I first met Barry in 1976 in Muscle Shoals, Alabama when I was still playing sessions and hadn’t yet started producing. Barry and the other members of the Muscle Shoals Rhythm Section…Roger Hawkins, David Hood and Jimmy Johnson…were already legends, having played on records for everyone from Wilson Pickett to the Rolling Stones.

Barry moved to Nashville a few years after I did. The first country artist I produced in Nashville was Tammy Wynette and the first musician I called to play on the session was Barry. I have a great picture of Tammy, Barry and all the other musicians together in the studio.
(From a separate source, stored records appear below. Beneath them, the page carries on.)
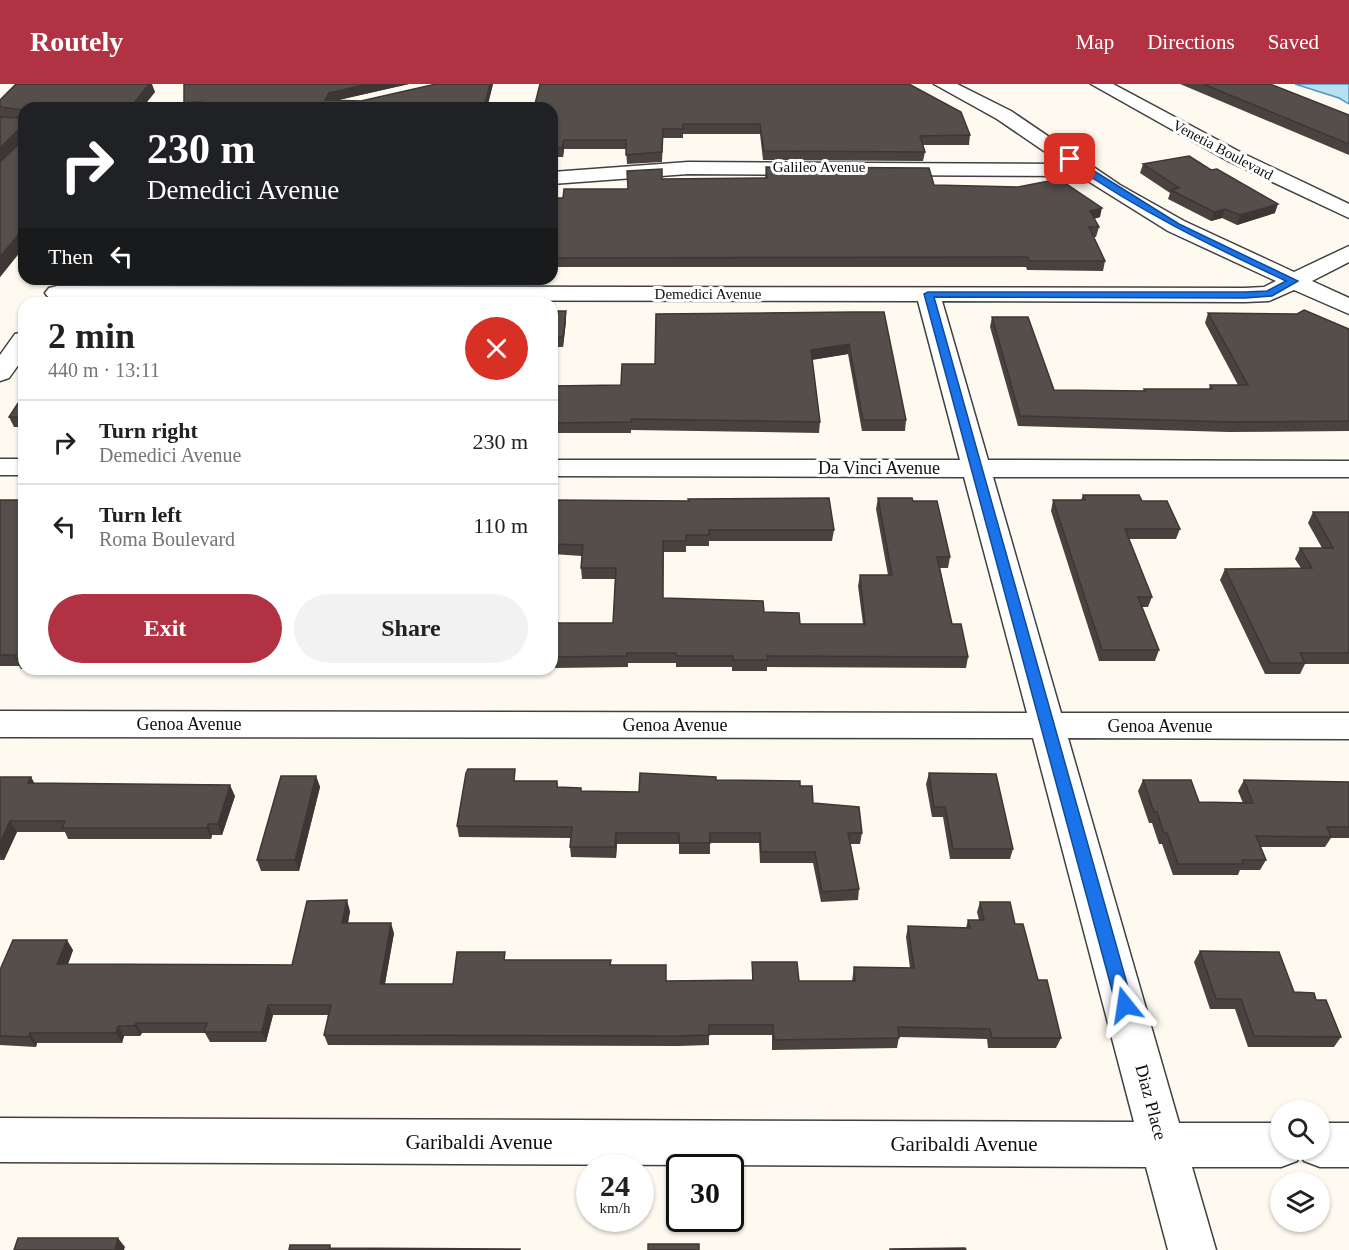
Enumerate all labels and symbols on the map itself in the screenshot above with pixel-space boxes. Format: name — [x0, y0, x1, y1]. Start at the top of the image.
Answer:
street label: Venetia Boulevard — [1170, 117, 1276, 183]
pin — [1044, 133, 1095, 184]
street label: Galileo Avenue — [773, 159, 866, 175]
street label: Demedici Avenue — [655, 286, 762, 302]
street label: Da Vinci Avenue — [818, 458, 940, 478]
street label: Genoa Avenue — [136, 714, 242, 734]
street label: Genoa Avenue — [622, 715, 728, 735]
street label: Genoa Avenue — [1107, 716, 1213, 736]
position arrow — [1093, 973, 1157, 1037]
street label: Diaz Place — [1131, 1062, 1171, 1142]
street label: Garibaldi Avenue — [405, 1130, 553, 1154]
street label: Garibaldi Avenue — [890, 1132, 1038, 1156]
speed limit sign: 30 — [666, 1154, 744, 1232]

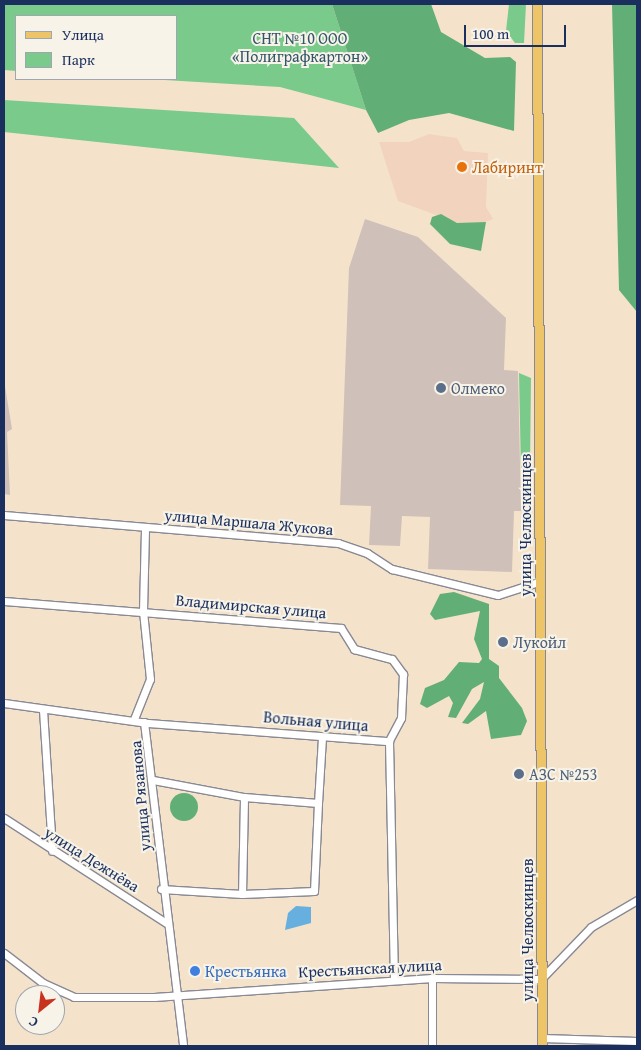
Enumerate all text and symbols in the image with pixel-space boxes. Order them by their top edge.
legend [15,15,178,80]
scale bar [466,15,568,47]
text: 100 m [472,23,509,44]
text: Улица [62,24,104,45]
park label: СНТ №10 ООО «Полиграфкартон» [232,28,368,66]
text: Парк [62,49,95,70]
place label: Лабиринт [472,157,543,177]
marker: Лабиринт [456,161,468,173]
place label: Олмеко [451,378,505,398]
marker: Олмеко [435,382,447,394]
street label: улица Челюскинцев [515,453,535,597]
street label: улица Маршала Жукова [164,505,334,539]
street label: Владимирская улица [175,590,327,622]
place label: Лукойл [513,632,566,652]
marker: Лукойл [497,636,509,648]
street label: Вольная улица [263,707,369,735]
street label: улица Рязанова [126,740,154,852]
place label: АЗС №253 [529,764,597,784]
marker: АЗС №253 [513,768,525,780]
street label: улица Дежнёва [41,822,143,896]
street label: улица Челюскинцев [517,858,537,1002]
street label: Крестьянская улица [298,955,442,981]
place label: Крестьянка [205,961,287,981]
marker: Крестьянка [189,965,201,977]
north arrow [15,985,65,1035]
text: С [25,1012,42,1033]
We all look so young…and, sadly, three of those in the photo are no longer with us.

Barry and I worked together a number of times over the following years and even co-produced some artists together. As so many of the other musicians have recalled, the image of Barry holding a cigarette in one hand, elbow on one knee, toothpick in his mouth…staring at the keyboard, waiting to lay just the right 5 or 6 notes in the perfect spot…is indelibly stamped in our memories.

A week ago today, I went to see Barry for the last time with Eddie Bayers and Michael Rhodes. Eddie and Michael played drums and bass on hundreds of Barry’s productions as well as for me. We all consider ourselves lucky to have had him as a mentor…and, especially, a friend.

I will close with this one story. Barry and a group of us studio musicians and producers loved trains. Every year we would charter a steam engine and several cars and go on all-day excursions out of Chattanooga. The cars were the old, luxurious types built in the 1930s. The last car on the train had a platform out back and we all wanted to spend time sitting out there, watching the tracks disappear behind us. This is where Barry would park himself for the entire day, except when it was time to eat. One afternoon I was sitting on the back platform with Barry who, typically, had his elbow on one knee and was holding a cigarette…staring at the tracks. Finally he said: “Buck…listen to that rhythm.” (He was referring to the clickety-clack of the steel wheels on the rails). Barry continued, “That’s a deep pocket (groove)…let’s remember that the next time we’re in the studio.”

Believe me…there are a lot of things I remember about Barry Beckett.